• **ABOUT THIS TASK**:
Examine each line of the data. Copy the line if it includes the word "water".

• **DATA SHOWN**:
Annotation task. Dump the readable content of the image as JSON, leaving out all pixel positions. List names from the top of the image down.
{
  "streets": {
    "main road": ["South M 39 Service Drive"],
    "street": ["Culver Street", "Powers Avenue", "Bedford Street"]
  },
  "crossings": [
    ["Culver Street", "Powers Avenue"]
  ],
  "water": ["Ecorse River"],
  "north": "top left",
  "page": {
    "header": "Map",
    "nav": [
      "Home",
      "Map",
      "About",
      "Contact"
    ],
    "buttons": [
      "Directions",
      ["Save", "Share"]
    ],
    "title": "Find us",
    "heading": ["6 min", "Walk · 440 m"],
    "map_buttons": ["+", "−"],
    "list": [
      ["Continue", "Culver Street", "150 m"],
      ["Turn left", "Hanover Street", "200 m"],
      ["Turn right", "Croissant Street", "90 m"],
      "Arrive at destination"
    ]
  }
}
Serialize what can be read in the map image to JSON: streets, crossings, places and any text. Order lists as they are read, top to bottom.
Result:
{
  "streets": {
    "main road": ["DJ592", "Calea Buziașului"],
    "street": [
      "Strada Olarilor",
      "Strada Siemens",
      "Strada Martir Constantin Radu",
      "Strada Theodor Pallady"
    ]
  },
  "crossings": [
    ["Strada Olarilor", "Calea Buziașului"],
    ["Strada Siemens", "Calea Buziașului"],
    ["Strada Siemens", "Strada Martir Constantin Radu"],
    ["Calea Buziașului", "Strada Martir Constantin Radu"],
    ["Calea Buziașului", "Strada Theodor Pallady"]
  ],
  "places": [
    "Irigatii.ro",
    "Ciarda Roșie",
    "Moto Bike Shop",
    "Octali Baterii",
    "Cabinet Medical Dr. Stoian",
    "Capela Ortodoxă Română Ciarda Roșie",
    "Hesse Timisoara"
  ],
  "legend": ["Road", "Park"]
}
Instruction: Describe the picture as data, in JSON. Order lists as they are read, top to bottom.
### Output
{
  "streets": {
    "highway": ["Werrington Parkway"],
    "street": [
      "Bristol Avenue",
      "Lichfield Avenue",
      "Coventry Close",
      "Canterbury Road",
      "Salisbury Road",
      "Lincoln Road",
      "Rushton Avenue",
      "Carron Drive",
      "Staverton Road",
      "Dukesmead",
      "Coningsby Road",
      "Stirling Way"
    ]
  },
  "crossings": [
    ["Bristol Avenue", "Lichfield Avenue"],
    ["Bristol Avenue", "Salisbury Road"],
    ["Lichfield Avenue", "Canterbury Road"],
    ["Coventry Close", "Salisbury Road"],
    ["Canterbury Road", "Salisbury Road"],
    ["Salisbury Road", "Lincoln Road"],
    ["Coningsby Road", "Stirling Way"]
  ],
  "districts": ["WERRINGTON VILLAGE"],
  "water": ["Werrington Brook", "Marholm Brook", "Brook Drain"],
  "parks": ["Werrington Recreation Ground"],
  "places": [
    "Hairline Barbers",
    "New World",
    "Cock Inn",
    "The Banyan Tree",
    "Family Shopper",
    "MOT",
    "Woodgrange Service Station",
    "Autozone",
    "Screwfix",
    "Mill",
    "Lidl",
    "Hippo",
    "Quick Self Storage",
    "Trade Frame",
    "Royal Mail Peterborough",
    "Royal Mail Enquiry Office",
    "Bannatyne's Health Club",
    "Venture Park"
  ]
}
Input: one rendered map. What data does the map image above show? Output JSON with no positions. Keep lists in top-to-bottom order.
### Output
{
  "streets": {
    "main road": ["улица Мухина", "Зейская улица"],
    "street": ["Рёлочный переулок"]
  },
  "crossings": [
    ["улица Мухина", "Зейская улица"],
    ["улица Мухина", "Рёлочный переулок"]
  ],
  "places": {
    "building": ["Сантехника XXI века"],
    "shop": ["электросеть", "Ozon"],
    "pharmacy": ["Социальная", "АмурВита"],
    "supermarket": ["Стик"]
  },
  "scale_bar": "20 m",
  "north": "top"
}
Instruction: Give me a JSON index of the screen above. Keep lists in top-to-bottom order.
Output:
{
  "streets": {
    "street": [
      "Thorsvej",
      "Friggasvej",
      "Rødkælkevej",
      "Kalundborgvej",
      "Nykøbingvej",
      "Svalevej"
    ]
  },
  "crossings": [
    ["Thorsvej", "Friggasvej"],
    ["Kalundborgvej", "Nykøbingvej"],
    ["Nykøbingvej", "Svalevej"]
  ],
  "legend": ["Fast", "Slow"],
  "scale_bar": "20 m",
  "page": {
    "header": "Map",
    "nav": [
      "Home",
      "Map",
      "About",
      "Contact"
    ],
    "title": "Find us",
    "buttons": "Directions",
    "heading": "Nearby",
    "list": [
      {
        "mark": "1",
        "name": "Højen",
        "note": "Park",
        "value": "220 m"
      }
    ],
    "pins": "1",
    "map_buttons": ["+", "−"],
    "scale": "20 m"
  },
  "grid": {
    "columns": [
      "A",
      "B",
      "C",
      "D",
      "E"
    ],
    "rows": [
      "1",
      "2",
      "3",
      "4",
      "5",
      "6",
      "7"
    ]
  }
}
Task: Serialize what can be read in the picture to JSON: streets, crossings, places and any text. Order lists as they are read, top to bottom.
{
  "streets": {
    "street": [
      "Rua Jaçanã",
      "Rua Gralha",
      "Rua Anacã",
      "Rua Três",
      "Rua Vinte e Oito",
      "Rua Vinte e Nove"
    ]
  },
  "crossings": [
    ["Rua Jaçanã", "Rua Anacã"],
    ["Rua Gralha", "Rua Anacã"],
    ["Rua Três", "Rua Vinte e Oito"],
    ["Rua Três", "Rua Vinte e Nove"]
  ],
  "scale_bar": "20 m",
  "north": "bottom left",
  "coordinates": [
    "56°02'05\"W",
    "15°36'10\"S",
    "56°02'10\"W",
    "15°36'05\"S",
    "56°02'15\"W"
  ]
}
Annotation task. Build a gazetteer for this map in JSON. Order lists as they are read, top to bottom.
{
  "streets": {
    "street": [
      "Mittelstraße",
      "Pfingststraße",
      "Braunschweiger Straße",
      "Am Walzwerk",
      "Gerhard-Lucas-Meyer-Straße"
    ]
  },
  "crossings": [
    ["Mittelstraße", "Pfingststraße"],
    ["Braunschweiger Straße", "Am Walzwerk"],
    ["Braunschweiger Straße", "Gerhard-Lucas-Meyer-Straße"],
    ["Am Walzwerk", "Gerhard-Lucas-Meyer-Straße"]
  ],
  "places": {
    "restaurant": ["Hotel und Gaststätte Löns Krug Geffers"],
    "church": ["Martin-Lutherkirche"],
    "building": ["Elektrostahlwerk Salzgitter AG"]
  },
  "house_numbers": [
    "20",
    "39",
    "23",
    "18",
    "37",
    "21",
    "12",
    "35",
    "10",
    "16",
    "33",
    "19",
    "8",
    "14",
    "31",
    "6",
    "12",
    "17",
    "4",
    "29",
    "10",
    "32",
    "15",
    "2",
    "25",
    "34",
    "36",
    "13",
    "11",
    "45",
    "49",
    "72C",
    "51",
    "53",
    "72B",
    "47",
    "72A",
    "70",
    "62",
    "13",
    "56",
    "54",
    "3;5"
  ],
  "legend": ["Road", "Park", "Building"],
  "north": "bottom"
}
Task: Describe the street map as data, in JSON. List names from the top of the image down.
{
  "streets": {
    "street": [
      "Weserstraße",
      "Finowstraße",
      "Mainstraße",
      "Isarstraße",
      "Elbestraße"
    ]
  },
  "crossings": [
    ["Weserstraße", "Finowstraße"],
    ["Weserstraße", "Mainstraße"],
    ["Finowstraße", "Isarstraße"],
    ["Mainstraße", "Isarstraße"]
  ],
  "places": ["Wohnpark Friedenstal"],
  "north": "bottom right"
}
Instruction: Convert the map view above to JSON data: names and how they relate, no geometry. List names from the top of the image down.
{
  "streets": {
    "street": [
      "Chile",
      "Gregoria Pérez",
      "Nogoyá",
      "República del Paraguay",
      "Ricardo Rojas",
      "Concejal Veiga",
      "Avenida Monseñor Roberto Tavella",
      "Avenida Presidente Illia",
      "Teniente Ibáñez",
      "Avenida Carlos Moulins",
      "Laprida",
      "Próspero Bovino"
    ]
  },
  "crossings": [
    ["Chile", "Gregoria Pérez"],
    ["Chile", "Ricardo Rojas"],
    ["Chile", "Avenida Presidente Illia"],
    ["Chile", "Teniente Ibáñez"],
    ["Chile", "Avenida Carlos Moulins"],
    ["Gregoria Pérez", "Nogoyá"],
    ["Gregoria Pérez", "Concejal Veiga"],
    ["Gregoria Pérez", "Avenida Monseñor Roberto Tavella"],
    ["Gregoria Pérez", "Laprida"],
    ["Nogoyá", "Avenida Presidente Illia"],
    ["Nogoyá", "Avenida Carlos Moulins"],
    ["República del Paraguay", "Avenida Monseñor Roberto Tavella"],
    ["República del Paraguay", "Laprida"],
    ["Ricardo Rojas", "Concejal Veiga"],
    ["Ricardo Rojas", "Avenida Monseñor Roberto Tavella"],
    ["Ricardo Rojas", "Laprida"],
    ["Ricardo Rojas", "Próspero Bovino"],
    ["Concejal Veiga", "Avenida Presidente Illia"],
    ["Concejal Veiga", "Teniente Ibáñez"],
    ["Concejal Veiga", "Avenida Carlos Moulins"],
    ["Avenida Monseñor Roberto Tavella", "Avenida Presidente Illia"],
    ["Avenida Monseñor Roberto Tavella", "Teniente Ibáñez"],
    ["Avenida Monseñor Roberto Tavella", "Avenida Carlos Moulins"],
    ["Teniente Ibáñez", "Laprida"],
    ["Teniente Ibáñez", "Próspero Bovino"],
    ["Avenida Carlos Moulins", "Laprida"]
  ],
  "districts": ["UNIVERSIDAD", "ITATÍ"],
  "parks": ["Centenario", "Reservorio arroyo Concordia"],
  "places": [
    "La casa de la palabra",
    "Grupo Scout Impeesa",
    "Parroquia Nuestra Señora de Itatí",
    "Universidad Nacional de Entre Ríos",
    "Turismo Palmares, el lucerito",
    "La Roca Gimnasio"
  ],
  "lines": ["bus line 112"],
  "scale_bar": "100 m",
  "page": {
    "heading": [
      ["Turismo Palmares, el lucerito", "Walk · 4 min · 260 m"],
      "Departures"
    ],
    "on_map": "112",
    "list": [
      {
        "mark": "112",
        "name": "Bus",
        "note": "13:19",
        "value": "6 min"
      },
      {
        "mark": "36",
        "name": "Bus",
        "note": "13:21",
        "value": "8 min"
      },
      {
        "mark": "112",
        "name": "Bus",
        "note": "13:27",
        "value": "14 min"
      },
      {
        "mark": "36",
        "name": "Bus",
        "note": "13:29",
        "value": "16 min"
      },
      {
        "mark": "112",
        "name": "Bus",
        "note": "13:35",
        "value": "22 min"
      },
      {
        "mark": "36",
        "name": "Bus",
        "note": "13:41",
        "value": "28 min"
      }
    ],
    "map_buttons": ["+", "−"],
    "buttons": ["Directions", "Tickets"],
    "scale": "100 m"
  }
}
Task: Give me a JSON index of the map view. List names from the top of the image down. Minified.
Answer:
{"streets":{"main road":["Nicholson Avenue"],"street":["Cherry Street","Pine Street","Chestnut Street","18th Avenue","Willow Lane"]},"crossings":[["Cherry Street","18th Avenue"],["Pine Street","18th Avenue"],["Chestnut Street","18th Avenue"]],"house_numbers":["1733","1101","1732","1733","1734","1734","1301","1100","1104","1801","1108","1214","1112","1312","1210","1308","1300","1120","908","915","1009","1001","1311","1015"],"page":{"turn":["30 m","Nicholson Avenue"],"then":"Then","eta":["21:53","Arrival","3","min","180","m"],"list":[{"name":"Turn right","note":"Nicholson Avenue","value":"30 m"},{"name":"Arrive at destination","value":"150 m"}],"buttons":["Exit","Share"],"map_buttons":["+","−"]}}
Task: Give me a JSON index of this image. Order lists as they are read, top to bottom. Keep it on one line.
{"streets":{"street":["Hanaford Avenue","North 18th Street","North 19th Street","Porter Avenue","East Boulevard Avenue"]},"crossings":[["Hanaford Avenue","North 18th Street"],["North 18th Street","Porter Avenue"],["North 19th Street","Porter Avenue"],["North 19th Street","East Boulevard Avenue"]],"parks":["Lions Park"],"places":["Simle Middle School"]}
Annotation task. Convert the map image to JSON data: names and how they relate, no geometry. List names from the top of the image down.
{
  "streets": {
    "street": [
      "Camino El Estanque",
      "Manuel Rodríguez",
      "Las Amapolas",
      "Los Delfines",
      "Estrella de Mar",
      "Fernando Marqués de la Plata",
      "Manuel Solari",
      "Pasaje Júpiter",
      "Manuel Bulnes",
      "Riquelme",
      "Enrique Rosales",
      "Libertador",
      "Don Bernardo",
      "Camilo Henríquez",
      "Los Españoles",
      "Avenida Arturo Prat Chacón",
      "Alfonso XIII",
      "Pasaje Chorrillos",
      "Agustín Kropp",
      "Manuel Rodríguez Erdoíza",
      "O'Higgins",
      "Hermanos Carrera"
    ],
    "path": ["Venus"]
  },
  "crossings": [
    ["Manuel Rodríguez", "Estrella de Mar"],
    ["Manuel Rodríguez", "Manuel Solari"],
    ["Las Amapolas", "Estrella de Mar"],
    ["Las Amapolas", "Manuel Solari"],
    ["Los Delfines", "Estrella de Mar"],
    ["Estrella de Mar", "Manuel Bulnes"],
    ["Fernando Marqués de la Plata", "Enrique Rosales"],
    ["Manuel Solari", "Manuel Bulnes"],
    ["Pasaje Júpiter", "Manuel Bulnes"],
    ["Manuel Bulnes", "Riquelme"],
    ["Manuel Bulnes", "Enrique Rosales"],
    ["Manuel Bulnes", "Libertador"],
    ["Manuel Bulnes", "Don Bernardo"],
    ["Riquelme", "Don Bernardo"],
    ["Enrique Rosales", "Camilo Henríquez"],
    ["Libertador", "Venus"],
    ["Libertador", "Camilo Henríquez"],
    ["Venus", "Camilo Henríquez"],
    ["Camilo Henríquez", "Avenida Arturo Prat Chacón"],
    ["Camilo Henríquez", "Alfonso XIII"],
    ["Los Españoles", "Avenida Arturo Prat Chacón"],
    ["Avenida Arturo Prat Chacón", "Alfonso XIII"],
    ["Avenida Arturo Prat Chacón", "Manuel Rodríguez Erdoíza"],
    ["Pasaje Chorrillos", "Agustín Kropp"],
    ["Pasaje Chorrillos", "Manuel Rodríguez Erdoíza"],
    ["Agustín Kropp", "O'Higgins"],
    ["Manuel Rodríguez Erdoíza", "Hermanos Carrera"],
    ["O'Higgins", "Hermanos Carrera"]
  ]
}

• **RESULT OF THE TASK**:
  "water": ["Ecorse River"],
  "water": ["Werrington Brook", "Marholm Brook", "Brook Drain"],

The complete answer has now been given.